Art. 15. Por infração de qualquer disposição legal ou regulamentar, ou pelo não atendimento das solicitações feitas, o infrator, a critério da autoridade competente, ficará sujeito às penalidades cabíveis e a SEAP/PR solicitará à SPU/MP o cancelamento da autorização de uso sem aviso prévio ao autorizado, ficando este impedido de obter novas autorizações.
§1o Recebida a comunicação, a SEAP/PR adotará seqüencialmente os seguintes procedimentos administrativos:
I – notificação ao autorizado para que cumpra o estabelecido no prazo de quinze dias, contado a partir da data de recebimento da notificação;
II – solicitação à SPU/MP de cancelamento da autorização de uso do espaço físico em caso de persistência da infração; e
III – emissão de comunicação ao autorizado e aos demais órgãos relacionados nesta Instrução Normativa, informando sobre o efetivo cancelamento da autorização de uso.
§2o Em caso de cancelamento da autorização, todos os equipamentos de aqüicultura e organismos que estiverem sob cultivo, além de quaisquer resíduos resultantes do uso do espaço físico autorizado, deverão ser retirados pelo proprietário no prazo de trinta dias, contado a partir do recebimento da notificação de cancelamento da autorização.
§3o O descumprimento do estabelecido no parágrafo anterior implicará, sem aviso prévio, após a quantificação e cadastramento, na remoção dos materiais e equipamentos, pelo órgão competente de acordo com a natureza da infração, e conseqüente agravamento da penalidade, bem como dos estoques de organismos sob cultivo, dando a estes o destino estabelecido na legislação pertinente.
§4o Todos os custos decorrentes das operações descritas no §3o serão cobrados, administrativa ou judicialmente, do infrator.
§5o Em caso de reincidência, a qualquer tempo, em faltas da mesma natureza, no descumprimento de um ou mais requisitos que levaram à aprovação final do projeto técnico, a SEAP/PR solicitara à SPU/MP o cancelamento da autorização de uso, sem aviso prévio ao autorizado, ficando o mesmo impedido de obter novas autorizações.
CAPÍTULO XII
Do Sistema de Informação das Autorizações de
Uso das Águas de Domínio da União – SINAU

Art. 16. Fica instituído o Sistema de Informação das Autorizações de Uso das Águas de Domínio da União para fins de Aqüicultura – SINAU, vinculado à SEAP/PR, com as seguintes finalidades:
I – cadastrar e controlar os projetos aqüícolas;
II – referenciar geograficamente as faixas ou áreas de preferência, os parques e áreas aqüícolas e as unidades demonstrativas e de pesquisa;
III – criar e manter o banco de dados das autorizações de uso; e
IV – subsidiar o ordenamento das atividades aqüícolas em águas de domínio da União.
CAPÍTULO XIII
Das Disposições Finais

Art. 17. Ao final do prazo estabelecido no ato autorizativo, no prazo de trinta dias, o proprietário deverá retirar todos os equipamentos de aqüicultura e organismos que estiverem sob cultivo, além de quaisquer resíduos resultantes do uso do espaço físico em corpos d’água da União.

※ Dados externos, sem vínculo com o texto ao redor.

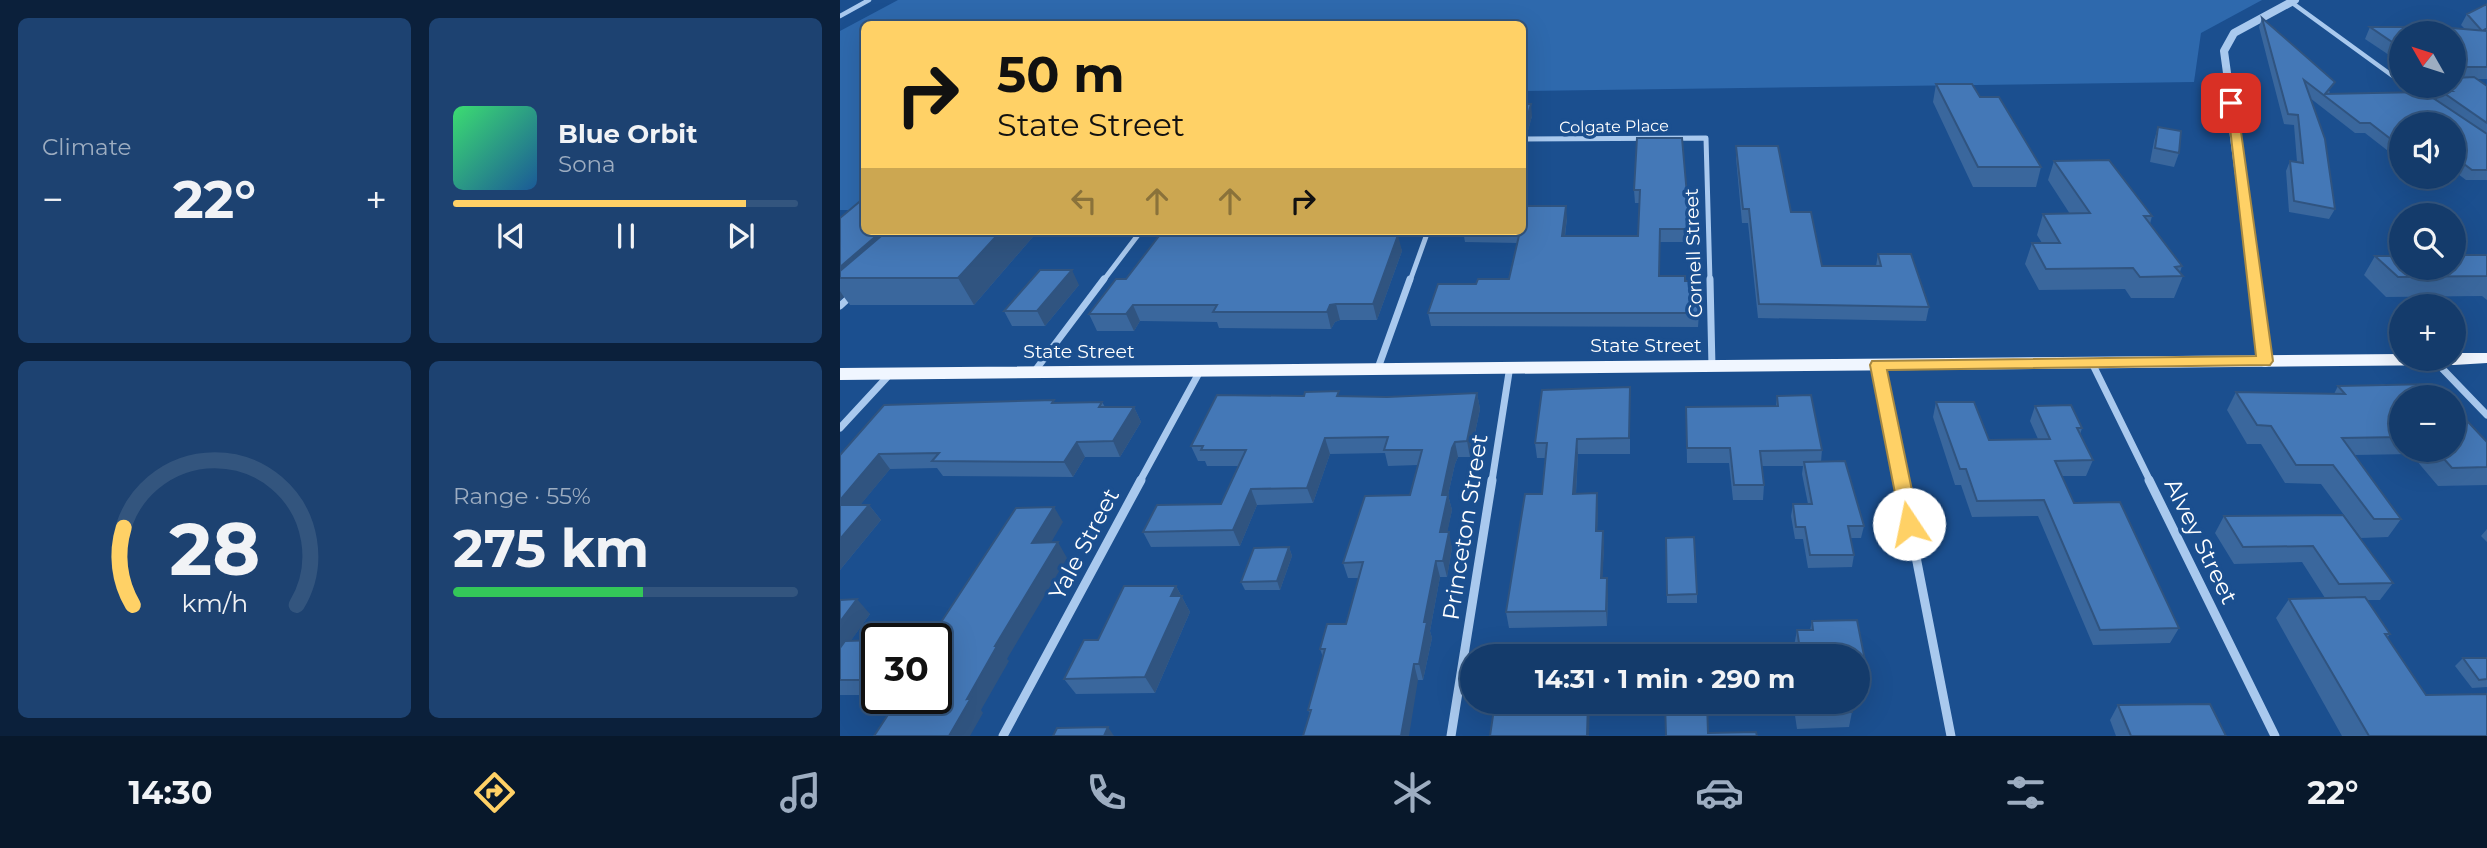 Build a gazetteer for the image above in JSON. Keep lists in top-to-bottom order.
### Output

Art. 18. A ocupação de espaços físicos em corpos d’água de domínio da União sem autorização, sem a observância do disposto nesta Instrução Normativa e no Decreto no 4.895, de 2003, sujeitará o infrator às cominações legais previstas para os casos de esbulho de áreas públicas de uso comum e às sansões penais.

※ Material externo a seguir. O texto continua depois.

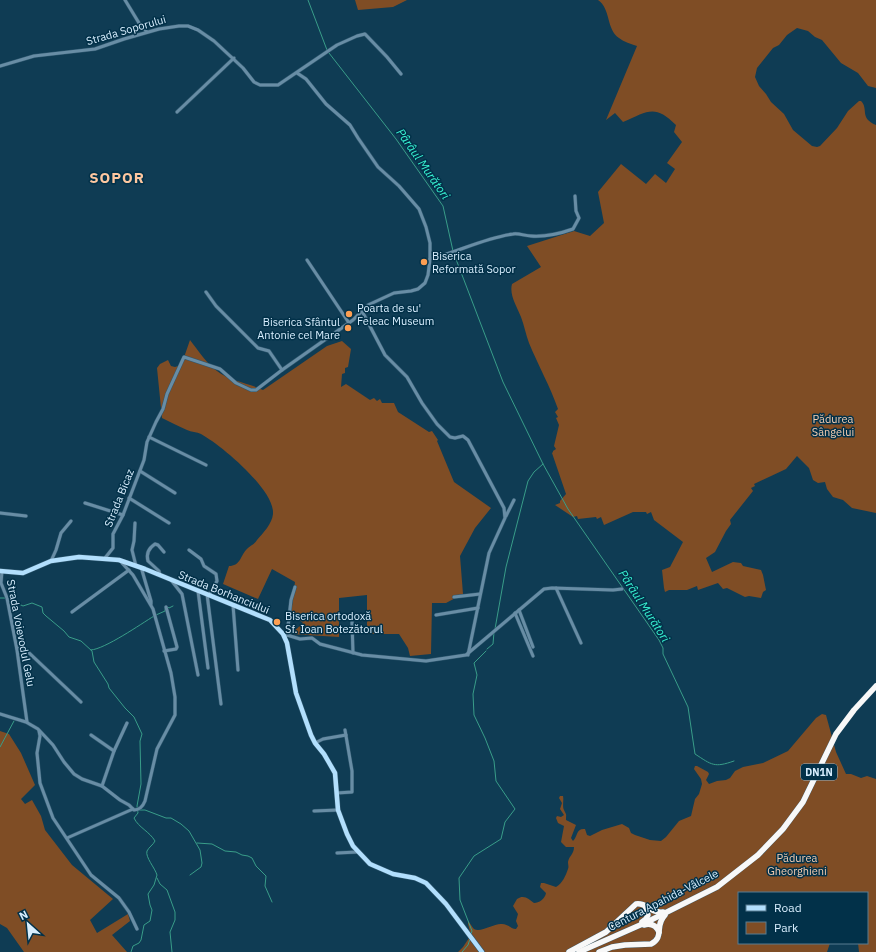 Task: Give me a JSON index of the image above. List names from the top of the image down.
{
  "streets": {
    "highway": ["DN1N", "Centura Apahida-Vâlcele"],
    "main road": ["Strada Borhanciului"],
    "street": ["Strada Soporului", "Strada Bicaz", "Strada Voievodul Gelu"]
  },
  "crossings": [
    ["Strada Bicaz", "Strada Borhanciului"],
    ["Strada Borhanciului", "Strada Voievodul Gelu"],
    ["DN1N", "Centura Apahida-Vâlcele"]
  ],
  "districts": ["SOPOR"],
  "water": ["Pârâul Murători"],
  "parks": ["Pădurea Sângelui", "Pădurea Gheorghieni"],
  "places": [
    "Biserica Reformată Sopor",
    "Poarta de su' Feleac Museum",
    "Biserica Sfântul Antonie cel Mare",
    "Biserica ortodoxă Sf. Ioan Botezătorul"
  ],
  "legend": ["Road", "Park"],
  "north": "top left"
} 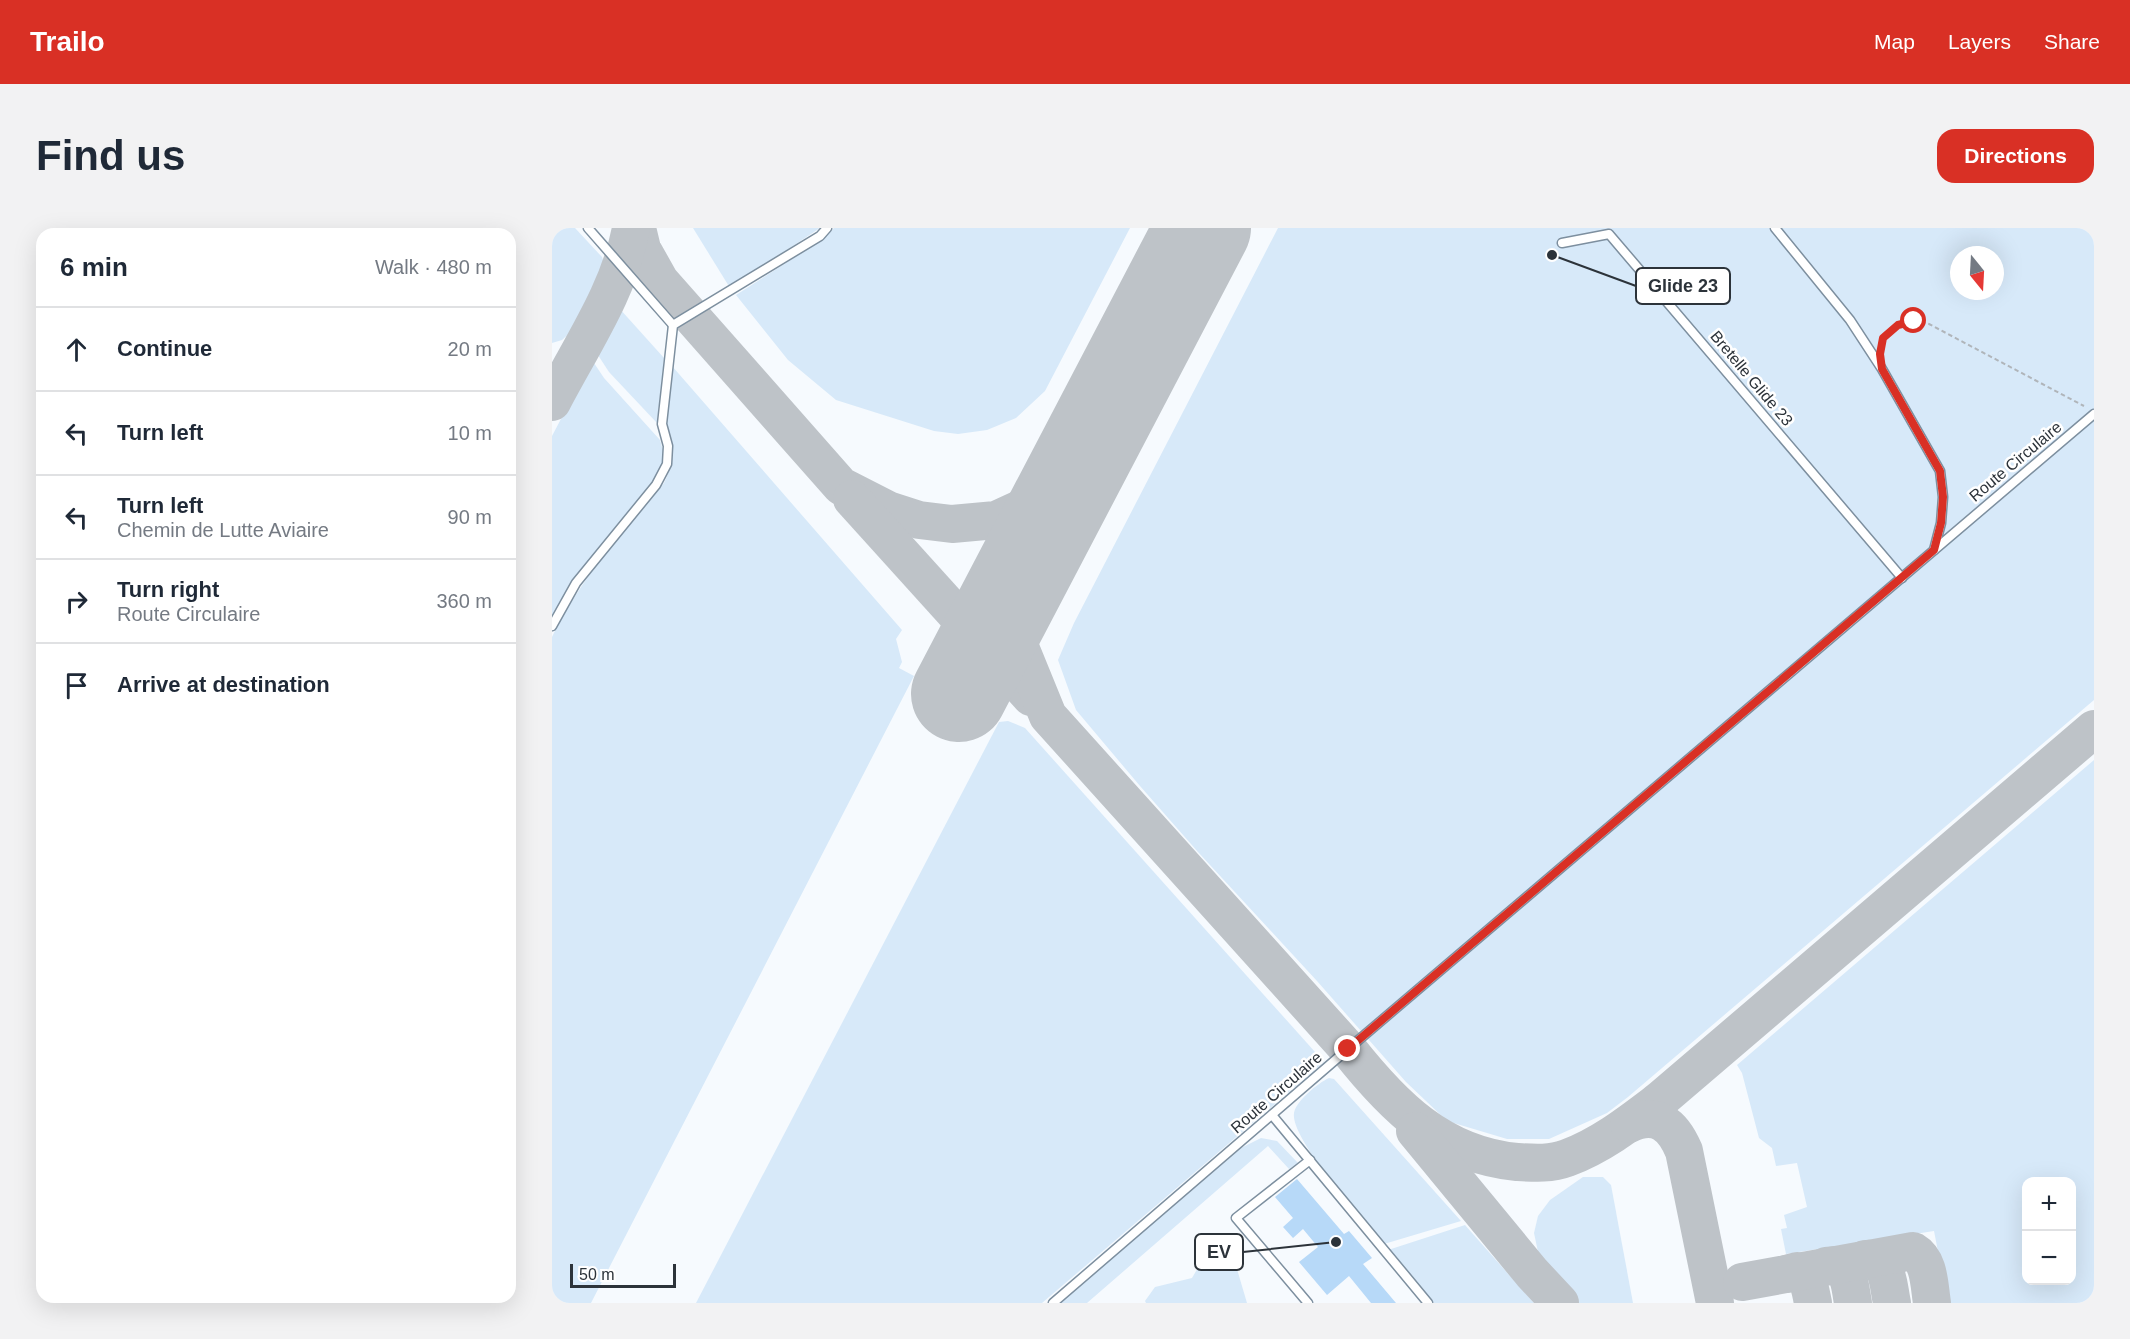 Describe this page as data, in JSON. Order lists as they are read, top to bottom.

Art. 19. A autorização de uso de espaços físicos de corpos d’água de domínio da União não exime o autorizado do cumprimento da legislação em vigor.

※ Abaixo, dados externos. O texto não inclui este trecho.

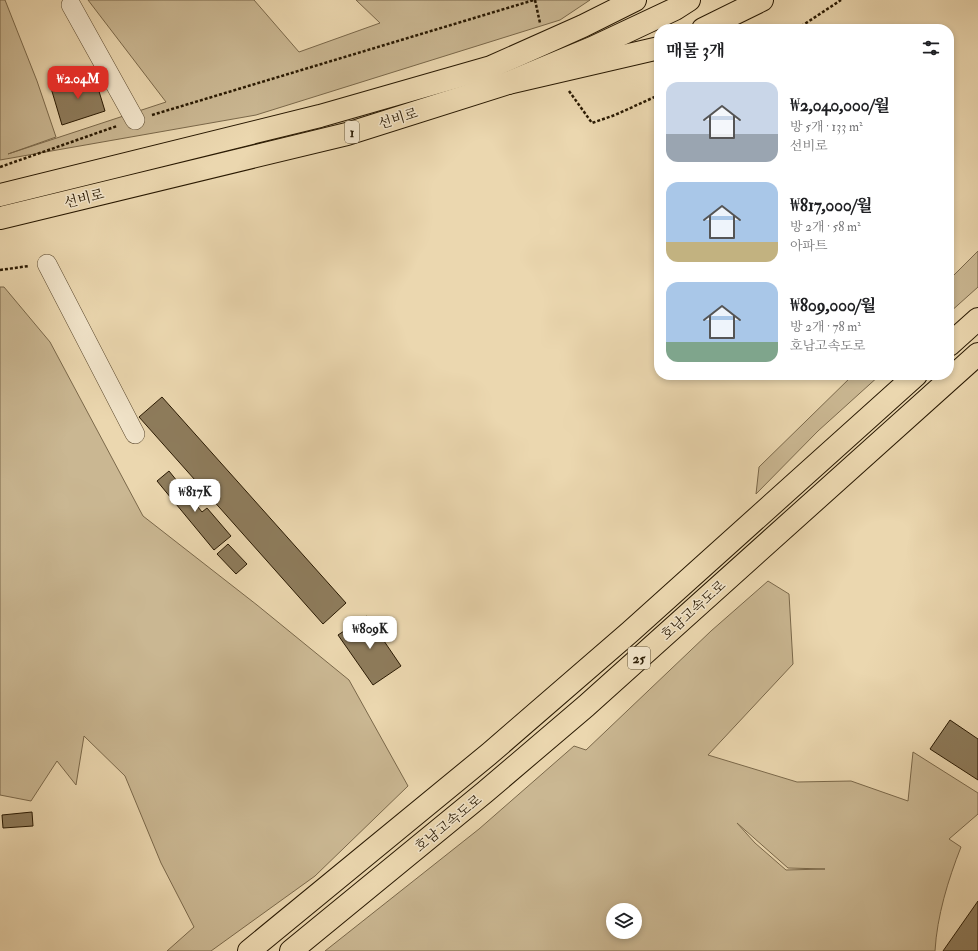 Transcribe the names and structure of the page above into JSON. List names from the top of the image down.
{
  "streets": {
    "main road": [
      "선비로",
      "1",
      "호남고속도로",
      "25"
    ]
  },
  "page": {
    "heading": "매물 3개",
    "price": ["₩2.04M", "₩817K", "₩809K"],
    "list": [
      {
        "name": "₩2,040,000/월",
        "note": "방 5개 · 133 m² · 선비로"
      },
      {
        "name": "₩817,000/월",
        "note": "방 2개 · 58 m² · 아파트"
      },
      {
        "name": "₩809,000/월",
        "note": "방 2개 · 78 m² · 호남고속도로"
      }
    ]
  }
} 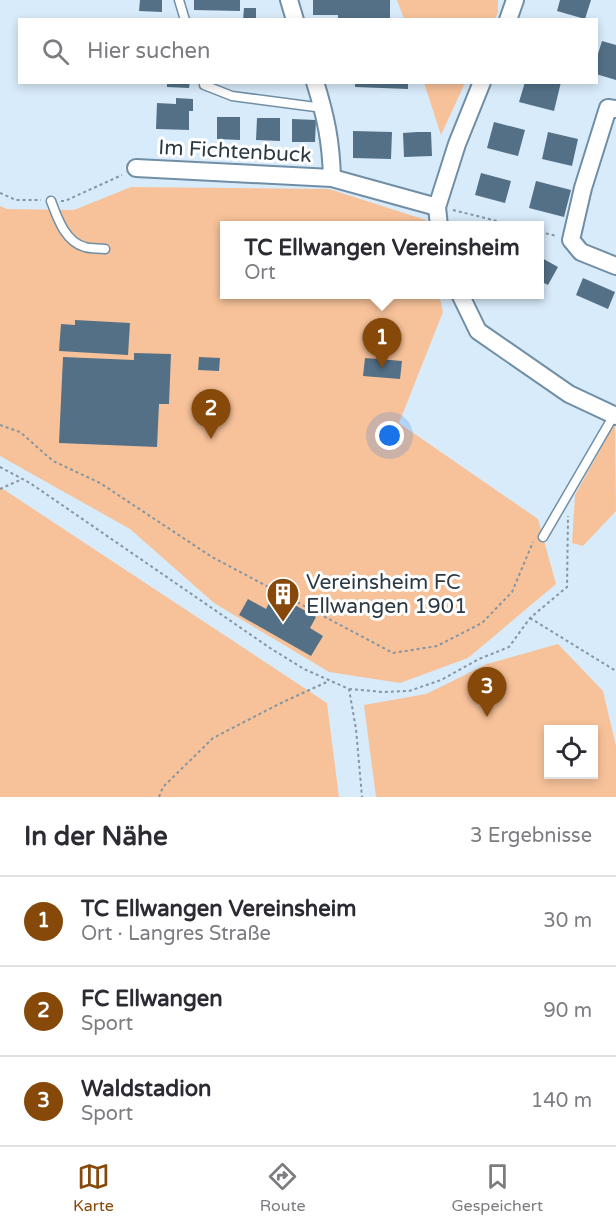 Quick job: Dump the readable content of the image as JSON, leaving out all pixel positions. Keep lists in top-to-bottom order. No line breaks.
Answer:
{"streets":{"street":["Im Fichtenbuck"]},"places":{"building":["Vereinsheim FC Ellwangen 1901"]},"page":{"search":"Hier suchen","popup":["TC Ellwangen Vereinsheim","Ort"],"pins":["1","2","3"],"heading":["In der Nähe","3 Ergebnisse"],"list":[{"mark":"1","name":"TC Ellwangen Vereinsheim","note":"Ort · Langres Straße","value":"30 m"},{"mark":"2","name":"FC Ellwangen","note":"Sport","value":"90 m"},{"mark":"3","name":"Waldstadion","note":"Sport","value":"140 m"}],"nav":["Karte","Route","Gespeichert"]}}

Art. 20. Esta Instrução Normativa entra em vigor na data de sua publicação.
Art. 21. Fica revogada a Instrução Normativa Interministerial no 9, de 11 de abril de 2001.


JOSÉ FRITSCH / MARINA SILVA /GUIDO MANTEGA
Roberto de Guimarães Carvalho / Jerson Kelman


*IMPORTANTE: Até o fechamento desta edição, esta Instrução Normativa Interministerial ainda não havia sido publicada no Diário Oficial da União.